The bill, PL 268/2007, was to be voted by the Judiciary Committee in October. But due to pressure from NGOs and grassroots groups, which culminated in a petition delivered October 16 on World Food Day, the Committee Chairman Décio Lima pledged to keep the bill filed during his mandate. On that same day, the president of Brazil’s food security council (Consea), Maria Emília Pacheco, publicly expressed her opposition to the bill.

However, due to pressure from lobbyists, on December 11 Lima went back on his word and scheduled the bill for vote again, raising fresh concerns over the legalization of terminator seeds. Once more, he faced pressure from civil society and the Committee did not vote on the bill. At least not yet.

Despite the two victories that have held back the bill, Brazilian lawmakers could at any point present it again for a vote. In addition to this bill, two others currently circulating in the House also pave the way for the use of terminator seeds. If one of those bills passes, experts believe Brazil’s government will take a series of incremental steps that could lead to the collapse of the 193-country consensus moratorium, when the UN Convention on Biological Diversity meets for its biennial conference in Korea in October 2014.

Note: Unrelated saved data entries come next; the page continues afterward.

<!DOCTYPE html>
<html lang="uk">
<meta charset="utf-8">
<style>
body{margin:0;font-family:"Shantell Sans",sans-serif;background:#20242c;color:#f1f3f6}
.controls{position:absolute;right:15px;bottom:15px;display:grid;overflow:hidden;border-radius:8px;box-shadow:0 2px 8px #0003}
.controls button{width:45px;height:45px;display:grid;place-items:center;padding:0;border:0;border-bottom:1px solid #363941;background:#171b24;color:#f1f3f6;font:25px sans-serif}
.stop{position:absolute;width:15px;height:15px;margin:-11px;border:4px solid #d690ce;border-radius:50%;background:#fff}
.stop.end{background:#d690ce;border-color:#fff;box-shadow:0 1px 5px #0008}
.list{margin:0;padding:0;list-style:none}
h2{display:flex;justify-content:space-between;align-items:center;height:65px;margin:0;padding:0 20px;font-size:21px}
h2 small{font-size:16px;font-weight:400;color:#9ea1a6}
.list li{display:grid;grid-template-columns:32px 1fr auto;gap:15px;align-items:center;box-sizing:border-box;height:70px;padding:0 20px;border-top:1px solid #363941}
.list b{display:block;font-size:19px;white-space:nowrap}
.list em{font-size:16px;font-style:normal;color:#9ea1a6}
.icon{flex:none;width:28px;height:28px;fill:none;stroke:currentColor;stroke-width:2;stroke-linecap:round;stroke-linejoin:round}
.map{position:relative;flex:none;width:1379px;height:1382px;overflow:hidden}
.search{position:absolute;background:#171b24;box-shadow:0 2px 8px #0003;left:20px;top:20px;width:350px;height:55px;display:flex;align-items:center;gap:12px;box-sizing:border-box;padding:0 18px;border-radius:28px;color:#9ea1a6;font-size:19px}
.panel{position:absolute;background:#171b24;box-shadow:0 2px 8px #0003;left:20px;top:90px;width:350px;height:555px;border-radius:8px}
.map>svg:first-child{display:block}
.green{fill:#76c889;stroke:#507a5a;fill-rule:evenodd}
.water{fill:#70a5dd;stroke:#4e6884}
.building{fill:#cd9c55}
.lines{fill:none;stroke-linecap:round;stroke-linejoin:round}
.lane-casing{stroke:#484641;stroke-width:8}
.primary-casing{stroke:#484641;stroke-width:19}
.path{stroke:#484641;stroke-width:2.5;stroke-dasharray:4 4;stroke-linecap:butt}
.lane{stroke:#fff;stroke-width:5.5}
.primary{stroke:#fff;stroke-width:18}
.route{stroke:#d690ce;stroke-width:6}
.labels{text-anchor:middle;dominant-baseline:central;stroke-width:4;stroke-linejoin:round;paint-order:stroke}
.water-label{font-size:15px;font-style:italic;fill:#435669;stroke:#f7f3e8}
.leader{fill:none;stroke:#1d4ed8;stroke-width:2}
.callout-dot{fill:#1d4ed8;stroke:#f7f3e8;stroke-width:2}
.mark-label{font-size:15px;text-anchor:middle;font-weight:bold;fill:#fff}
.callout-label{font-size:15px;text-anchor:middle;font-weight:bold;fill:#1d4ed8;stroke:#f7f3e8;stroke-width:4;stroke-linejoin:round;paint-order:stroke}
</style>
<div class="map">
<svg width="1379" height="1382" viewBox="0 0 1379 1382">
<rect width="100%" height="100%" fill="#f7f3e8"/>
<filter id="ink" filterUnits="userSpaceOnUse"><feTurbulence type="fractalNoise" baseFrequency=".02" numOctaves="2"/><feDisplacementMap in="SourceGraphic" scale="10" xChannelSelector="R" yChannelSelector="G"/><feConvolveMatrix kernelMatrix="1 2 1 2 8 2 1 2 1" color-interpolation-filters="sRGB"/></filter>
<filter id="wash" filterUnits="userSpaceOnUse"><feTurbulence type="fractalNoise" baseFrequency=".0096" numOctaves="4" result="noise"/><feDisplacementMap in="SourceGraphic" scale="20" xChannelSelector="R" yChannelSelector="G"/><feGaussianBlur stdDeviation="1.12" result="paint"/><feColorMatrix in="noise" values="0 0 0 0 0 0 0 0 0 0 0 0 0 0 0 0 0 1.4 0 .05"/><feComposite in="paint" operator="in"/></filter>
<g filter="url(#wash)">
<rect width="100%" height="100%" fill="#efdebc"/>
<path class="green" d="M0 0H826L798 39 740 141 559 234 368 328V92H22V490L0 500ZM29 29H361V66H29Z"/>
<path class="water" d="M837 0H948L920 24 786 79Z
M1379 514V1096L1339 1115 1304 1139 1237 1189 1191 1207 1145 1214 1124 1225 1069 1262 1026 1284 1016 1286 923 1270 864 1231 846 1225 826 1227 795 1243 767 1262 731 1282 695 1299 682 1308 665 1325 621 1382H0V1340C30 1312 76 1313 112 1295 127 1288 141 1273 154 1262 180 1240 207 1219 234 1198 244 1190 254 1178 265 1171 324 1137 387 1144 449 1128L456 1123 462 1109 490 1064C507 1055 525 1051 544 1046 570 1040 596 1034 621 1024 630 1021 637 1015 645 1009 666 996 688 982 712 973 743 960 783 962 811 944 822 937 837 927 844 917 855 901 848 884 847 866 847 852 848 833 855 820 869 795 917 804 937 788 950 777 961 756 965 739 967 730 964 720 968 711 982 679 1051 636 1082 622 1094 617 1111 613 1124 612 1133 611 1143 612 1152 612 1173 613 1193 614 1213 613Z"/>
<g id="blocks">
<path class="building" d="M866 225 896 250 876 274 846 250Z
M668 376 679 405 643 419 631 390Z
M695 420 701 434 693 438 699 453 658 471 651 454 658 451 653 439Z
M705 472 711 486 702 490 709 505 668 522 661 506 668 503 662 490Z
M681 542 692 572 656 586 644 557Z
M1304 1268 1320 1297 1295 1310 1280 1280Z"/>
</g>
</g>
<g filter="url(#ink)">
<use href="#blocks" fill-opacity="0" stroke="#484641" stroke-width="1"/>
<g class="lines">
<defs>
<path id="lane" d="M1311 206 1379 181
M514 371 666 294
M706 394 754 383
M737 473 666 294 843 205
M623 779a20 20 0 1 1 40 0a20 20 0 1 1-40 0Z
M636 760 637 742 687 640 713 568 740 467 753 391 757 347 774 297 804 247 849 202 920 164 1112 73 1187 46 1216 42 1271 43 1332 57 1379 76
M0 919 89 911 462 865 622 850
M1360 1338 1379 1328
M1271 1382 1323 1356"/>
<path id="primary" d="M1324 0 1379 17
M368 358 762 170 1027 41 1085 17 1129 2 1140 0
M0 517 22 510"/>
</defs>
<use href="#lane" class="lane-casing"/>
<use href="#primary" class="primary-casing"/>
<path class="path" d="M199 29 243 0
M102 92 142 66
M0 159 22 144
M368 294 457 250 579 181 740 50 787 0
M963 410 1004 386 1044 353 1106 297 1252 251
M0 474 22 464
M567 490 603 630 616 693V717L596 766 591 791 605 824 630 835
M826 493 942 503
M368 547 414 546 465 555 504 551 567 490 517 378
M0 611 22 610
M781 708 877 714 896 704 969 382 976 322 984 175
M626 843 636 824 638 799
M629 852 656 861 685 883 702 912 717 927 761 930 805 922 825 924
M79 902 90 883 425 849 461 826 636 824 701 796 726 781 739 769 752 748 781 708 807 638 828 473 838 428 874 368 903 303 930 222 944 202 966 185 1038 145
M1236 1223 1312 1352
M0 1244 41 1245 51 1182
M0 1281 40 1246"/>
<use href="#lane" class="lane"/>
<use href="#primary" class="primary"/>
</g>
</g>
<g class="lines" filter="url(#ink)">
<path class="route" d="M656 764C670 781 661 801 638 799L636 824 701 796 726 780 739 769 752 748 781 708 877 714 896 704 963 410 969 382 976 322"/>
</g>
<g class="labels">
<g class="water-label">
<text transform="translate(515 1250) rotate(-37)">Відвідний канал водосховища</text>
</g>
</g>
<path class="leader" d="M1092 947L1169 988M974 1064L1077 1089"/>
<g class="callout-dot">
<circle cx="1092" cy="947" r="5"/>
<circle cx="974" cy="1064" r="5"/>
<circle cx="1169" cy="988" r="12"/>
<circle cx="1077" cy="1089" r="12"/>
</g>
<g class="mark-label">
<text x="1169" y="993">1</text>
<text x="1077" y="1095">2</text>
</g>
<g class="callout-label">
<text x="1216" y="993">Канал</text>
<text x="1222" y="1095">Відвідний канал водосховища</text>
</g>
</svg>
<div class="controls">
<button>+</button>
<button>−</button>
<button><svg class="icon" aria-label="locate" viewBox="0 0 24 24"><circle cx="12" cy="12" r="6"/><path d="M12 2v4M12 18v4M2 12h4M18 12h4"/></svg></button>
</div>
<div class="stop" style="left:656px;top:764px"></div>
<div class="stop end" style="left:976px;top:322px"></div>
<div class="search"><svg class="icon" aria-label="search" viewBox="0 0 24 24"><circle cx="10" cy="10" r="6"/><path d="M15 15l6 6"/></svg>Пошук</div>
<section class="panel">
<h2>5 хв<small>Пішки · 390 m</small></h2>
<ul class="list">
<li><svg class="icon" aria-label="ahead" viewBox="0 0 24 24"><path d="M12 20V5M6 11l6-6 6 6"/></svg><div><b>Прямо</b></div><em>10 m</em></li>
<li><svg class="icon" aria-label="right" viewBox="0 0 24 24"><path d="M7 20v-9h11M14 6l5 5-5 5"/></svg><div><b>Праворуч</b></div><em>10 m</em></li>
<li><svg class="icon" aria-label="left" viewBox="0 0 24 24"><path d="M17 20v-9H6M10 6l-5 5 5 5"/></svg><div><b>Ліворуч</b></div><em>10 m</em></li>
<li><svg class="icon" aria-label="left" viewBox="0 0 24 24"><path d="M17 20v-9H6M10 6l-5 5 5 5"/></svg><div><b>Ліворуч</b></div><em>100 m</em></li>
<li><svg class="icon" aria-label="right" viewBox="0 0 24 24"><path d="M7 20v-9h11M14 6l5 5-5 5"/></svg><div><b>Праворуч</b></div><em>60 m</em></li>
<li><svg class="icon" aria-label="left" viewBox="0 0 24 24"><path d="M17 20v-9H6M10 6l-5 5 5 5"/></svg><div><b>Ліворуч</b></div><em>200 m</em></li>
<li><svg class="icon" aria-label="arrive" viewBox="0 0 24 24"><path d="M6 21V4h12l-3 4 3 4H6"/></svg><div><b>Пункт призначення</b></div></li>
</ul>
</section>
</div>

Terminator seeds cannot reproduce themselves because they are genetically modified to be sterile. This way, farmers cannot use their produce from one season to grow during the next as they have historically done. The legalization of such seeds makes farmers totally dependent on companies that sell them. Monsanto, DuPont and Syngenta all have a stable of Terminator patents.

Ironically, the Brazil move to allow terminator seeds comes after Mexico earlier this winter voted to ban the use of GMO corn in the country, a move praised by international activists and food justice advocates.

The decision -- which came nearly two years after the Mexican government put Monsanto’s GE corn on hold, citing the need for more tests -- makes Mexico a leading player in the global battle against genetically modified organisms. According to Environmental Food and Justice, Judge Jaime Eduardo Verdugo J. of the Twelfth Federal District Court for Civil Matters of Mexico City ruled that the genetically engineered corn posed ”the risk of imminent harm to the environment.”

He also ordered Mexico’s Secretary of Agriculture and the Secretary of Environment and Natural Resources (SEMARNAT), which is equivalent to the U.S. EPA, to immediately “suspend all activities involving the planting of transgenic corn in the country and end the granting of permission for experimental and pilot commercial plantings.”

The problems related to the seeds are numerous. “The suicidal aspect of the seeds could contaminate neighboring seeds. The cross-contamination risk would have great economic impact on farmers, especially small-scale ones, as well as on local biodiversity,” said Marcelo Montenegro of ActionAid, which is part of a coalition trying to block the terminator seed parliamentary bills in Brazil.

“These are some of the reasons the seeds were never legalized anywhere in the world. The passing of the bill would violate a UN international agreement and open a loophole for other countries to be pressured into legalizing this type of technology.”

A petition has been created to urge Congress to dismiss the bill. “There’s a lot of pressure for the bill to be voted this year through the Judiciary Committee and we cannot allow it to happen,” added Montenegro.